Un Dragon long d'environ soixante pieds rampa jusqu'au bord du puits. Pour finir, il sortit d'un coup et s'envola. Quelques secondes plus tard, apparurent deux autres lumières devant elle. Un autre Dragon allait sortir :
"Tôt ou tard je mourrai dans cette grotte, se dit-elle, alors je préfère être tuée par les Dragons !"
Profitant de ce que le Dragon sortait du précipice, elle monta d'un coup sur son dos sans qu'il s'en aperçoive.

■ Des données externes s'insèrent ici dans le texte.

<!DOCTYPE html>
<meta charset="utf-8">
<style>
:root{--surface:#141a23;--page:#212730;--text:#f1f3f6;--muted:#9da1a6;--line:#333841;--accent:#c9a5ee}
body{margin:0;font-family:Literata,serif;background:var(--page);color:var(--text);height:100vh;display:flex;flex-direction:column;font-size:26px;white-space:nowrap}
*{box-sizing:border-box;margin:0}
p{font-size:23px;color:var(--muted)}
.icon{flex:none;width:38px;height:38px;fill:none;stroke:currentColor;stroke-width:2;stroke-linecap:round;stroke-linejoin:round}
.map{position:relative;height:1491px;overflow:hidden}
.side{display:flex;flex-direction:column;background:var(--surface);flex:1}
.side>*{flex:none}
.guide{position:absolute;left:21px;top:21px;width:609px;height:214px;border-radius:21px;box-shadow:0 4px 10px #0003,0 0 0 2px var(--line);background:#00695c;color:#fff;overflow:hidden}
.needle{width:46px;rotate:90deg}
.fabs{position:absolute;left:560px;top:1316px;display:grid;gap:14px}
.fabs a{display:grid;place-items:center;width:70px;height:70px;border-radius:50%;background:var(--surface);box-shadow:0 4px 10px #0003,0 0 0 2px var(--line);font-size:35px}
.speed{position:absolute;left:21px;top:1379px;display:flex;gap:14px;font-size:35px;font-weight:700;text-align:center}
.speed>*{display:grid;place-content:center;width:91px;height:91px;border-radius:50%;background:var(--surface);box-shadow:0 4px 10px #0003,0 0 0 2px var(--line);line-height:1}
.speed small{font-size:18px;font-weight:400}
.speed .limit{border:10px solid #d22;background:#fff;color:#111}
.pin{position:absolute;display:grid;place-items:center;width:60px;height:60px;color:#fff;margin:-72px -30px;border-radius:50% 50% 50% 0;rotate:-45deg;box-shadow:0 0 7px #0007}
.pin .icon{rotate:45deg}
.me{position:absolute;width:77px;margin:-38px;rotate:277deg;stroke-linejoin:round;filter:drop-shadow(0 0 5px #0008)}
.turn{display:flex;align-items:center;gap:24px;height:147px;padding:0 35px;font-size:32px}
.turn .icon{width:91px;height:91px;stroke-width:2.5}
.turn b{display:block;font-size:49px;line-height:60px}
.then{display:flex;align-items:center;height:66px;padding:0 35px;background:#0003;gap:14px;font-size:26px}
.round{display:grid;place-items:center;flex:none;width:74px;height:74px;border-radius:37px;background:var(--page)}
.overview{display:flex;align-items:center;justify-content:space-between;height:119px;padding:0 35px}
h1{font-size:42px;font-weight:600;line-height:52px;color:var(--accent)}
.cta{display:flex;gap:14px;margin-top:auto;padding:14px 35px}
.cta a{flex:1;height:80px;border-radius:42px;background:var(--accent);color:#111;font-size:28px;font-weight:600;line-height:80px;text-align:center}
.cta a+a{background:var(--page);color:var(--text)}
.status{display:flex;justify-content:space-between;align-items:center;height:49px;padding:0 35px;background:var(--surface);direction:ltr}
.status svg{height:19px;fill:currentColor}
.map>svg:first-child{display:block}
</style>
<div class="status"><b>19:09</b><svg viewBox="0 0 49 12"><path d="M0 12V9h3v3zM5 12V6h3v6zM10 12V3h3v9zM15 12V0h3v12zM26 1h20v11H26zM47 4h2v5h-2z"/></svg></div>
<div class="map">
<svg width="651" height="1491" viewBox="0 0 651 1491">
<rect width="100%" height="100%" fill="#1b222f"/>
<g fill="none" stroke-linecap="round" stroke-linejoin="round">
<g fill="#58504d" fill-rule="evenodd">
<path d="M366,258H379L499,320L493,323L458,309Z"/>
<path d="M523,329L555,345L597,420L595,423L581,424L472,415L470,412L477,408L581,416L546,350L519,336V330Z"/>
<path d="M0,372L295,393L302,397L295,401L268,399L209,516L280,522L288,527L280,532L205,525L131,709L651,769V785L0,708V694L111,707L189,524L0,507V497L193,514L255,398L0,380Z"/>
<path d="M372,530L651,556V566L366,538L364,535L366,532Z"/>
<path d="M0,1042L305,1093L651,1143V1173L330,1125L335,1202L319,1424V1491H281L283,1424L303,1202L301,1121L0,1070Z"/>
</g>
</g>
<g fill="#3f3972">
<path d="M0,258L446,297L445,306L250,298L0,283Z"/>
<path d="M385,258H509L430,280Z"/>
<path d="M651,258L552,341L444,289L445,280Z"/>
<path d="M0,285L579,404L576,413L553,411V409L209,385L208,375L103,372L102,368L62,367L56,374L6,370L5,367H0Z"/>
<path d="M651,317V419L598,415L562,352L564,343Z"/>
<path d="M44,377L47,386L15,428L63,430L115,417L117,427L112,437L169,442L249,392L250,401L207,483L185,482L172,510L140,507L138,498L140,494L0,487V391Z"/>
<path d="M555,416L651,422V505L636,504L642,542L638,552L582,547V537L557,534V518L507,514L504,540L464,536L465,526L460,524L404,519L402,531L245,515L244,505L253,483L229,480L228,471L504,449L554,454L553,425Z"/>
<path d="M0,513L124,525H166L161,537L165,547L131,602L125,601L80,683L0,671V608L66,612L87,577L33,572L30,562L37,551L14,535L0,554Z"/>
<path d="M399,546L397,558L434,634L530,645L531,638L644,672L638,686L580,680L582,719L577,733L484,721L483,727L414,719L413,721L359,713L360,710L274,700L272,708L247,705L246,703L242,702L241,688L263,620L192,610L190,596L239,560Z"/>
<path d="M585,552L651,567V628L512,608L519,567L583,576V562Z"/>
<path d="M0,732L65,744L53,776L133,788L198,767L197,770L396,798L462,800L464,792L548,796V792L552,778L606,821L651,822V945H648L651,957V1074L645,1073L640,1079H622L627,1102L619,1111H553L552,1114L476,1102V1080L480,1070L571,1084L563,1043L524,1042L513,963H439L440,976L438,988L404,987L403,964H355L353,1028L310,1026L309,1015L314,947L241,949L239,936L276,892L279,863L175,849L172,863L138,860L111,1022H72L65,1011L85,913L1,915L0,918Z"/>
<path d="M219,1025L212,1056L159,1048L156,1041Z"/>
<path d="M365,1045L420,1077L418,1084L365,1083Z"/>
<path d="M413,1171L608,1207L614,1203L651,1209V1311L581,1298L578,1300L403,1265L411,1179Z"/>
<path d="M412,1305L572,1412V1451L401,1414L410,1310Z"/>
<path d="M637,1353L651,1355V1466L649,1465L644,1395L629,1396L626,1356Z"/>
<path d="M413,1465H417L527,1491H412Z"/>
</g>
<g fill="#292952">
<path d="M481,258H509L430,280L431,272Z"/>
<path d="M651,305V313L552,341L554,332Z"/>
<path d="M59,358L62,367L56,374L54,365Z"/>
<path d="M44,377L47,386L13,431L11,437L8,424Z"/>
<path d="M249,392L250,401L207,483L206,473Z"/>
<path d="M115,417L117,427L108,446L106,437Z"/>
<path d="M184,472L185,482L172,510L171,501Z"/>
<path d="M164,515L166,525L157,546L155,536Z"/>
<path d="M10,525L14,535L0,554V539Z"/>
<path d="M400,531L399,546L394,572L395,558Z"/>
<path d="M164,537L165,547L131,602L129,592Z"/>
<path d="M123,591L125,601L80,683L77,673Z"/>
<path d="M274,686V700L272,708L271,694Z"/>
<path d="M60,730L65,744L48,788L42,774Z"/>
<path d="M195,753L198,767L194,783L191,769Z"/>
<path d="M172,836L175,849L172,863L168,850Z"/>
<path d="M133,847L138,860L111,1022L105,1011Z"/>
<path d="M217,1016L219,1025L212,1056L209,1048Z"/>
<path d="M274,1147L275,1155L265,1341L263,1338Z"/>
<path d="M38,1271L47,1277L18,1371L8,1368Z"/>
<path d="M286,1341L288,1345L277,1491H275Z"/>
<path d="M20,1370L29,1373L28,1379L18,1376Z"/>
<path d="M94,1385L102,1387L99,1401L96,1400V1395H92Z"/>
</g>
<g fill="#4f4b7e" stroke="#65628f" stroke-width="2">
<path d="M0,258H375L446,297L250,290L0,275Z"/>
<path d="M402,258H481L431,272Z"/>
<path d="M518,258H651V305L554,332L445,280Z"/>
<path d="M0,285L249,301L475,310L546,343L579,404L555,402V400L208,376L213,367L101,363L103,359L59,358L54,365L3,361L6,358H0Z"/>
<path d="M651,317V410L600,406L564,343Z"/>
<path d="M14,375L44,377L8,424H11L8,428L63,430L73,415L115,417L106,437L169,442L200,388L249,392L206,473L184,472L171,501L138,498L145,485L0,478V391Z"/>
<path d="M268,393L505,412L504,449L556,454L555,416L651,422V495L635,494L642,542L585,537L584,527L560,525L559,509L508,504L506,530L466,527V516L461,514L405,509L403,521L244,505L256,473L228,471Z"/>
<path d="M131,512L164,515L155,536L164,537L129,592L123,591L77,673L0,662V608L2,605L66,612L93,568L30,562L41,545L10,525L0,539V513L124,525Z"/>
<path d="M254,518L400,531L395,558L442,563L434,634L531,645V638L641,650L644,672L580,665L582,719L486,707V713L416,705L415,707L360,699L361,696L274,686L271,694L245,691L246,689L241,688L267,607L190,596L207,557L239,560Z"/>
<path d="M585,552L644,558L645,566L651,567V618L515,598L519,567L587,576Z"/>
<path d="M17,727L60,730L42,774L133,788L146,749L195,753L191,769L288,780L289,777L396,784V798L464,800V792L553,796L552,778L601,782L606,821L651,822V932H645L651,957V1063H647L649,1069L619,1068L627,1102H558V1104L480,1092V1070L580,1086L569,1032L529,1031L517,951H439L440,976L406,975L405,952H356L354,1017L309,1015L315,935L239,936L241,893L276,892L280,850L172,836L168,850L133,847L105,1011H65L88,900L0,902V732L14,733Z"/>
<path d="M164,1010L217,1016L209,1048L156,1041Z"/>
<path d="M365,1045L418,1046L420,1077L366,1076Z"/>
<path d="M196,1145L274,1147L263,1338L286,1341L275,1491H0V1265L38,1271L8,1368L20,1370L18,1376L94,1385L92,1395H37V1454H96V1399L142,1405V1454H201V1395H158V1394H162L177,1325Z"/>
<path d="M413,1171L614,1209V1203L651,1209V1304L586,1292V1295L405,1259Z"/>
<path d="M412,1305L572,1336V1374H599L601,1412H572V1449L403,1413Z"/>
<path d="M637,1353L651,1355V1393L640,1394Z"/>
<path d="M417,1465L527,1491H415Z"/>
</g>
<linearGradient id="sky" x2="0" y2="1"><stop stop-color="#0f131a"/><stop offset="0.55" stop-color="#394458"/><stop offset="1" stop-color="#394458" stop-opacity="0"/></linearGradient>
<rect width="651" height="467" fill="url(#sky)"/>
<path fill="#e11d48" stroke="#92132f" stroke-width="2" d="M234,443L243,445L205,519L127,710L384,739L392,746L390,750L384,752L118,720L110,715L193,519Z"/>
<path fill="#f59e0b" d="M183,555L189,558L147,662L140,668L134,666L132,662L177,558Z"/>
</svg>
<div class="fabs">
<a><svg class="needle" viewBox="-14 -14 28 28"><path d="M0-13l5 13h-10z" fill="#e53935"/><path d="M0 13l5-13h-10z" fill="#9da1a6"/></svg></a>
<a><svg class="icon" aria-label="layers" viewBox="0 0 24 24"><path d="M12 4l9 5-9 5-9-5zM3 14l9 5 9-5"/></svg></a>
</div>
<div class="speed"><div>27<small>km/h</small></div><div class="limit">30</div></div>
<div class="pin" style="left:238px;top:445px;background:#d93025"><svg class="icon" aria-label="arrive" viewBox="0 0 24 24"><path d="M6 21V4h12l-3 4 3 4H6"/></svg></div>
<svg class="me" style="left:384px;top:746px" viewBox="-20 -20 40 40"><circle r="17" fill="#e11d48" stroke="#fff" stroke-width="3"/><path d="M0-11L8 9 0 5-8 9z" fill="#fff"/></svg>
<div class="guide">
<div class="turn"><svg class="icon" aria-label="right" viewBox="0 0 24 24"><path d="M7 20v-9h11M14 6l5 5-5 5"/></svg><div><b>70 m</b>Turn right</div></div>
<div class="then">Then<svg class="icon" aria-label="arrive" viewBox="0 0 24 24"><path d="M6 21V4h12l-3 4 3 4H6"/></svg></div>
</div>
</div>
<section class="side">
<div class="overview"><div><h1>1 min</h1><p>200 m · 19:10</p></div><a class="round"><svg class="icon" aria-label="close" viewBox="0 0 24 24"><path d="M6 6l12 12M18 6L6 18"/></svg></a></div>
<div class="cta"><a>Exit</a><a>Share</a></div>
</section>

Le Dragon et la femme s'envolèrent vers le ciel.


N'osant pas regarder le monde au dessous d'elle Dame Wei se laissa entraîner par le Dragon. Au bout d'une demi-journée, elle crut avoir parcouru dix mille lis. Alors, elle ouvrit craintivement les yeux et découvrit mer, rivière, arbres et herbes qui devenaient plus nets à mesure que le Dragon descendait. A une cinquantaine de pieds de la terre, de peur que le Dragon ne plonge dans une rivière, elle se laissa tomber dans des herbes drues. Un instant après, elle reprit conscience.
  Sans nourriture depuis quatre jours, Dame Wei se sentit épuisée, mais elle erra au hasard. Un pêcheur s'affola à la vue d'une femme aussi squelettique. Aux questions qu'elle lui posa, il répondit qu'elle se trouvait à vingt lis de la sous-préfecture de Yangzi. Ce renseignement réjouit tellement Dame Wei qu'elle raconta toute son aventure au pêcheur.

Pris de pitié pour la jeune femme, celui-ci l'invita à venir boire du thé et du bouillon à bord de son bateau.
- Le jeune seigneur Wei, qui vient d'être nommé chef de la police de la sous-préfecture, est-il arrivé ? demanda la jeune femme.
-Non. Je n'en sais rien, répondit le pêcheur.
- C'est mon frère. Veuillez me conduire là-bas ! Je vous récompenserai bien.
Le pêcheur l'emmena en bateau à la sous-préfecture et l'accompagna jusqu'à la porte de la résidence de son frère.
Celui-ci, qui était entré en fonction plusieurs jours auparavant, fut surpris et incrédule quand on lui dit que sa soeur était là.
- Ma soeur est partie pour le Sichuan avec mon beau-frère, s'exclama-t-il, comment se fait-il qu'elle soit venue ici ?
Même après avoir appris ce qui s'était passé, il resta plus ou moins convaincu.

Quand il arriva auprès d'elle, sa soeur se mit à sangloter tout en se lamentant sur son sort malheureux. Frappé par le dépérissement de sa soeur, le nouveau chef l'invita à se reposer chez lui pour recouvrer la santé.

Toutefois, il demeurait toujours dans l'incertitude. Plusieurs jours passèrent et il reçut en effet une lettre du Sichuan lui annonçant le malheur qui avait frappé sa soeur. Tranquilisé, il éprouva une joie mêlée de chagrin et il envoya offrir au pêcheur vingt mille sapèques pour le récompenser. La famille de son mari pleura de joie à la vue de la jeune femme retrouvée.

Des dizaines d'années plus tard, cette aventure fut racontée par Pei Gang, le cousin de Dame Wei, qui sous le règne de l'Empereur Zhenyuan, fut nommé chef de la police de Gao'an dans la préfecture de Hongzhou.